O debate do Plano de Recuperação e Resiliência

O PRR é ambicioso uma vez que garante que 47% dos investimentos têm como fim a sustentabilidade ambiental e 38% a transição digital, vetores essenciais para o futuro.

Passou um ano, a 2 de março último, desde que surgiu o primeiro caso positivo de Covid-19 em Portugal. Um ano que mudou o mundo, e o nosso país não foi exceção. O primeiro dia deste mês é de enorme simbolismo igualmente para mim, visto ser o dia de Tomar, a cidade Templária e o meu concelho. E foi também neste dia que terminou a consulta pública ao Plano de Recuperação e Resiliência (PRR), processo de participação pública que sublinho, com vista à transparência e diálogo.

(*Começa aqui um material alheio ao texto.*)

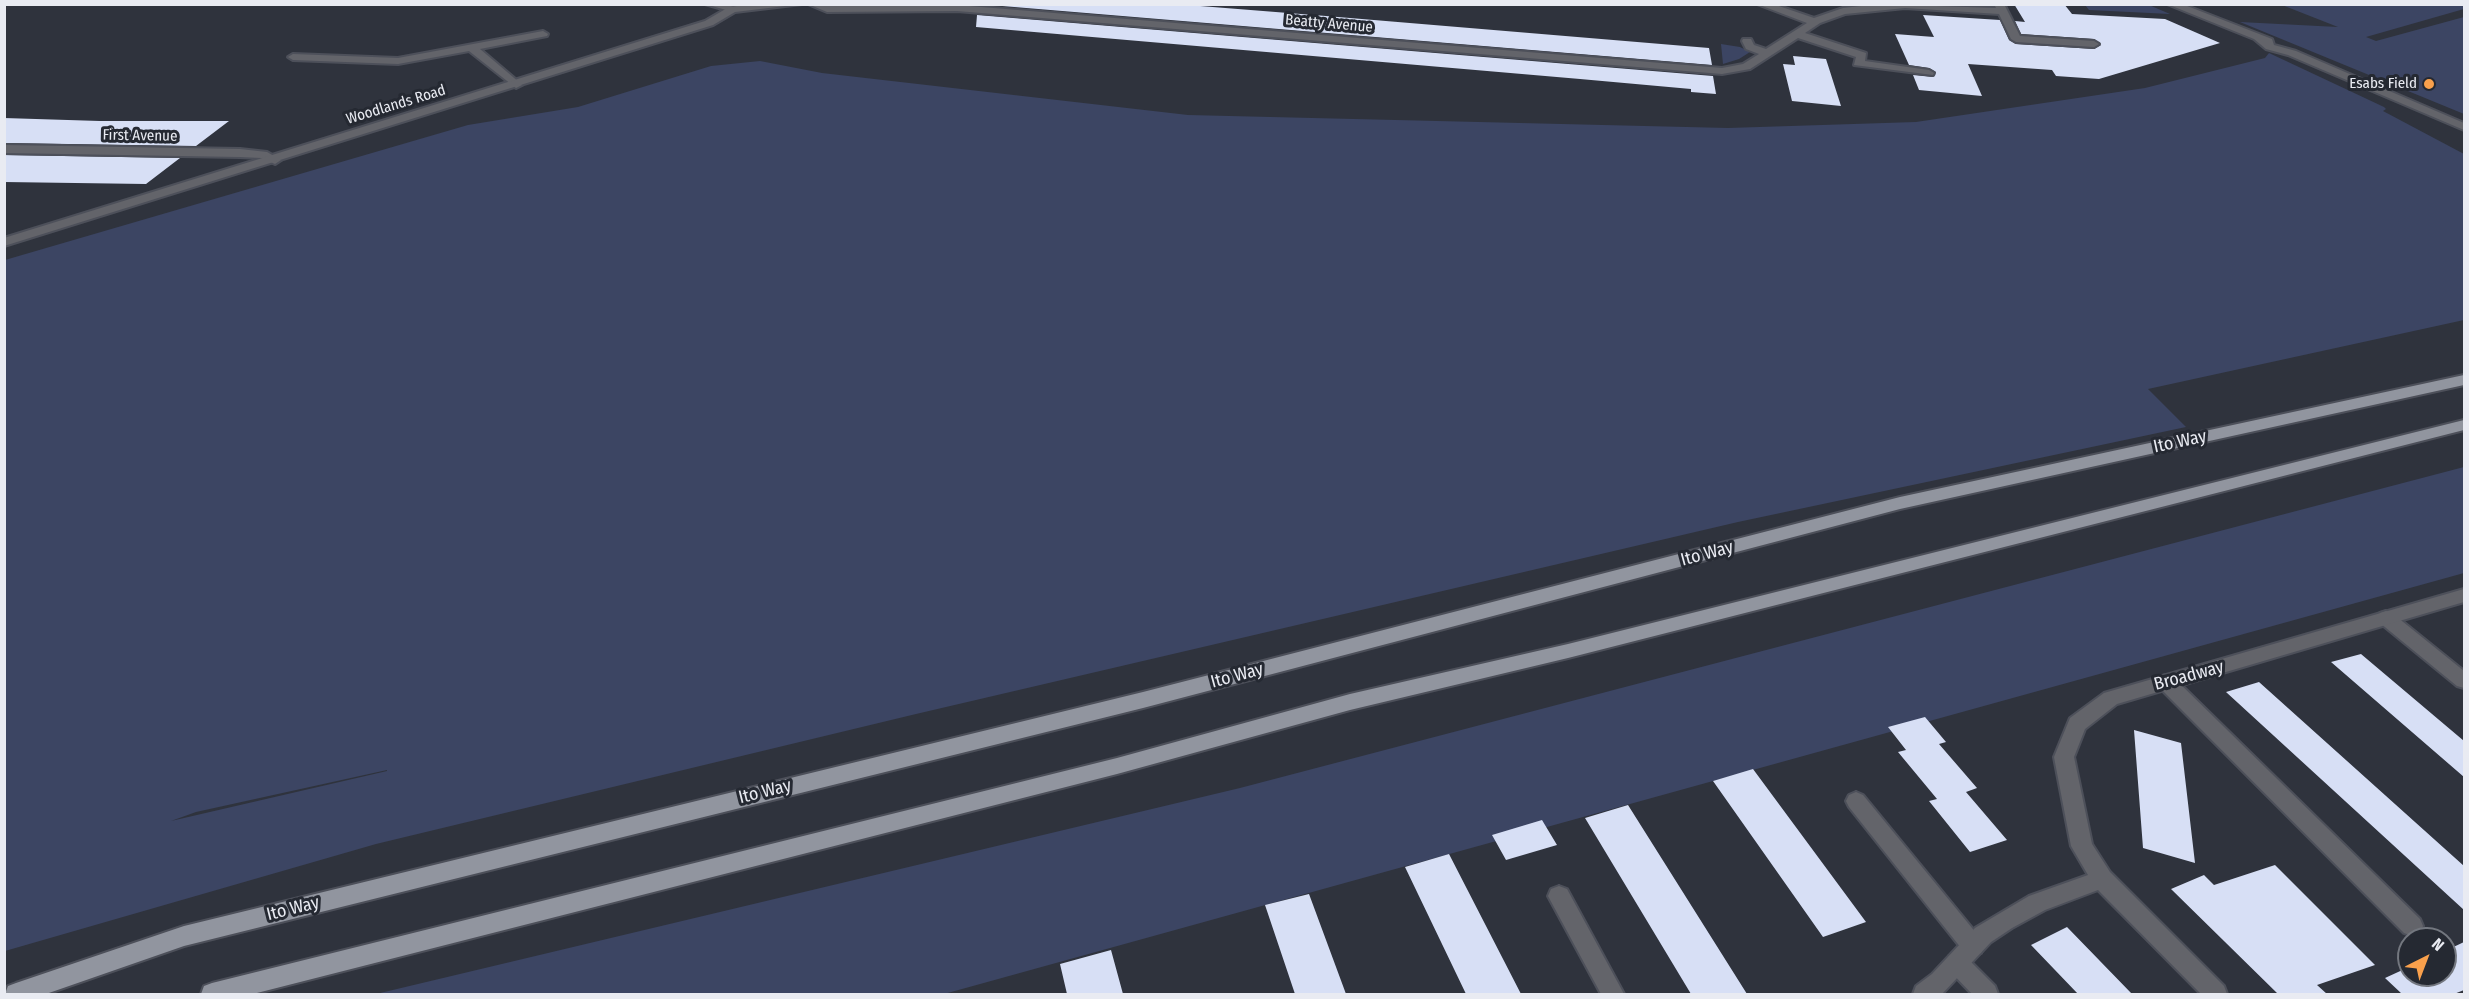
<!DOCTYPE html>
<style>
body{margin:0}
#map{position:relative;width:2469px;height:999px;overflow:hidden;background:#2f333d;font-family:"Fira Sans Condensed",sans-serif}
canvas{display:block}
.frame{position:absolute;inset:0;border:6px solid #e9ebf2;pointer-events:none}
.north{position:absolute;left:2397px;top:927px;width:60px;height:60px;box-sizing:border-box;background:#252932;border:2px solid #73777f;border-radius:50%;rotate:42deg;font-size:16px;font-weight:700;line-height:24px;text-align:center;color:#e9ebf2}
.north::after{content:'';display:block;margin:auto;width:21px;height:27px;background:#f9a04c;clip-path:polygon(50% 0,100% 100%,50% 72%,0 100%)}
</style>
<div id="map">
<canvas width="2469" height="999"></canvas>
<div class="frame"></div>
<div class="north">N</div>
</div>
<script>
const context = document.querySelector('canvas').getContext('2d');
context.lineJoin = 'round';
function fillPath(path, color) {
  context.fillStyle = color;
  context.fill(path, 'evenodd');
}
function toPath(rows) {
  const path = new Path2D();
  for (const r of rows) {
    path.moveTo(r[0], r[1]);
    for (let i = 2; i < r.length; i += 2) path.lineTo(r[i], r[i + 1]);
  }
  return path;
}
function strokePath(path, color, width, dash) {
  context.strokeStyle = color;
  context.lineWidth = width;
  context.lineCap = dash ? 'butt' : 'round';
  context.setLineDash(dash || []);
  context.stroke(path);
}
function drawText(font, color, halo, rows, align = 'center') {
  context.font = font + ' "Fira Sans Condensed",sans-serif';
  context.lineWidth = 6;
  context.setLineDash([]);
  context.textBaseline = 'middle';
  context.strokeStyle = halo;
  context.fillStyle = color;
  for (const [text, x, y, turn = 0] of rows) {
    context.save();
    context.translate(x, y);
    context.rotate((+turn || 0) * Math.PI / 180);
    context.textAlign = isNaN(turn) ? turn : align;
    if (halo) context.strokeText(text, 0, 0);
    context.fillText(text, 0, 0);
    context.restore();
  }
}
const green = toPath([
 [2085,5,2149,5,2170,14,2089,10],
 [2282,5,2464,5,2464,9,2366,37,2376,41,2464,17,2464,114,2240,22,2338,27],
 [1721,44,1740,47,1750,52,1739,59,1723,64],
 [2269,53,2384,107,2386,109,2383,111,2464,154,2464,320,2148,389,2186,427,1738,522,916,714,376,844,5,951,5,260,468,125,578,107,711,66,760,61,822,73,1188,115,1728,128,1916,122,2145,88,2265,58],
 [387,770,387,771,171,821,196,812],
 [2464,467,2464,573,944,994,376,994,1240,788]
]);
const building = toPath([
 [978,4,1175,4,1326,16,1709,48,1712,65],
 [2014,4,2064,4,2072,14,2165,19,2220,43,2099,79,2056,76,2052,70,1968,64,1982,96,1919,90,1913,75,1933,77,1936,72,1929,68,1909,65,1895,34,1934,37,1923,15,2000,20,2009,40,2016,44,2094,49,2101,45,2094,39,2021,34,2015,21,2025,22],
 [977,15,1713,76,1716,94,1691,92,1691,89,1580,79,976,27],
 [1793,56,1826,59,1841,106,1792,101,1783,64,1795,65],
 [4,118,100,121,229,121,196,146,4,143],
 [4,155,180,158,146,184,4,182],
 [2361,654,2464,741,2464,777,2331,662],
 [2259,682,2464,866,2464,910,2226,692],
 [1925,717,1946,742,1939,744,1977,788,1966,792,2007,840,1970,852,1929,801,1937,799,1898,752,1906,750,1888,727],
 [2134,730,2181,743,2195,863,2143,848],
 [1753,769,1866,922,1823,937,1713,781],
 [1628,805,1747,994,1691,994,1585,818],
 [1542,820,1557,845,1506,860,1492,835],
 [1449,854,1521,994,1466,994,1405,867],
 [2275,865,2375,965,2317,985,2327,994,2278,994,2171,889,2204,875,2214,885],
 [1309,894,1346,994,1295,994,1265,905],
 [2067,927,2132,994,2078,994,2031,945],
 [2464,942,2464,990,2454,994,2402,994,2385,978,2409,967,2409,975,2445,975,2445,951],
 [1111,950,1123,994,1067,994,1060,964]
]);
const service = toPath([
 [543,31,548,34,547,36,480,49,520,83,522,85,516,88,469,51,398,64,293,60,288,57,293,54,398,58,543,31],
 [2386,611,2392,613,2464,671,2464,688,2457,686,2380,623,2377,618,2380,613,2386,611],
 [2166,675,2173,677,2420,919,2423,926,2420,933,2412,936,2404,933,2159,687,2157,682,2159,677,2166,675],
 [1856,792,1863,795,1981,939,1984,946,1981,953,1973,956,1965,953,1849,807,1846,801,1849,795,1856,792],
 [1559,886,1567,889,1624,994,1601,994,1548,896,1551,889,1559,886],
 [1957,952,1965,956,1995,986,1998,994,1972,994,1949,970,1946,963,1949,956,1957,952]
]);
const minor = toPath([
 [705,4,726,4,738,9,733,12,705,4],
 [808,4,957,5,1722,68,1743,64,1759,54,1746,49,1742,41,1743,39,1751,39,1754,45,1766,49,1807,23,1757,4,1773,4,1814,18,1843,8,1879,4,1996,8,1994,4,2004,4,2020,36,2094,41,2099,44,2094,47,2016,42,2011,39,1999,14,1905,8,1845,14,1820,23,1805,33,1866,53,1865,61,1929,70,1934,73,1933,75,1854,65,1856,57,1798,38,1750,69,1722,74,957,11,827,12,808,4],
 [4,145,240,149,267,152,281,160,275,164,261,158,240,157,4,153,4,145],
 [2464,589,2464,602,2117,704,2085,729,2074,757,2092,844,2110,872,2224,986,2227,994,2201,994,2098,890,2045,910,2012,928,1991,942,1942,994,1913,994,1916,986,1932,974,1975,928,2029,896,2088,875,2071,846,2054,757,2070,718,2104,693,2464,589]
]);
const tertiary = toPath([
 [752,4,802,4,735,12,713,25,4,246,4,238,705,21,729,7,752,4],
 [2167,4,2182,4,2272,39,2274,45,2296,51,2464,123,2464,130,2288,55,2266,49,2254,39,2167,4]
]);
const primary = toPath([
 [2464,375,2464,385,1900,509,1143,708,184,946,46,994,5,994,8,986,16,983,184,926,1143,692,1900,497,2464,375],
 [2464,420,2464,430,1568,658,1350,710,1117,774,253,994,201,994,204,986,212,983,1117,758,1350,694,1568,644,2464,420]
]);
const markers = [
 [2429,84,6,"#f9a04c"]
];
const farStreetnames = [
 ["Beatty Avenue",1329,24,5],
 ["Woodlands Road",396,105,-17],
 ["First Avenue",140,136,1]
];
const farPoinames = [
 ["Esabs Field",2417,84]
];
const streetNames = [
 ["Ito Way",2180,442,-12],
 ["Ito Way",1707,554,-15],
 ["Ito Way",1237,676,-15],
 ["Broadway",2189,676,-15],
 ["Ito Way",765,792,-14],
 ["Ito Way",293,909,-14]
];
fillPath(green, '#3c4563');
fillPath(building, '#d7dff5');
strokePath(service, '#4d505a', 4);
strokePath(minor, '#4d505a', 4);
strokePath(tertiary, '#4d505a', 4);
strokePath(primary, '#4d505a', 4);
fillPath(service, '#63646a');
fillPath(minor, '#63646a');
fillPath(tertiary, '#63646a');
fillPath(primary, '#91959f');
for (const [x, y, r, color] of markers) {
  const dot = new Path2D();
  dot.arc(x, y, r, 0, 2 * Math.PI);
  context.fillStyle = color;
  context.fill(dot);
  strokePath(dot, '#252932', 2);
}
drawText('15px', '#e9ebf2', '#252932', farStreetnames);
drawText('15px', '#e9ebf2', '#252932', farPoinames, 'right');
drawText('18px', '#e9ebf2', '#252932', streetNames);
</script>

Pessoalmente, e enquanto Presidente da Distrital do PS de Santarém, apresentei os vetores que considero chave para o investimento na região. O distrito, com os seus mais de 400 mil habitantes, precisa de soluções. Defendo, por isso, uma estratégia de territorialização e de coesão territorial, onde os municípios e as comunidades intermunicipais sejam parceiros da execução do plano.

Este documento de coordenação europeia resulta também da aprendizagem que a União Europeia absorveu da última crise. É um mecanismo onde a solidariedade europeia é clara, mesmo que a Europa imponha aos Estados-membros naturais restrições na utilização dos recursos. Importa ir aos números.

O documento em análise apresenta três prioridades temáticas: resiliência, transição climática e transição digital, sendo contemplado um pacote de 13.944 mil milhões de euros em subvenções, mais o valor de empréstimos, que vai ter necessariamente ser baixo por razões de dívida pública. Paralelamente, temos medidas como o React EU, no valor de dois mil milhões de euros, para a resposta dos setores mais fustigados pela crise. Por exemplo, o Apoiar, que muito tem sido debatido, é financiado por este programa.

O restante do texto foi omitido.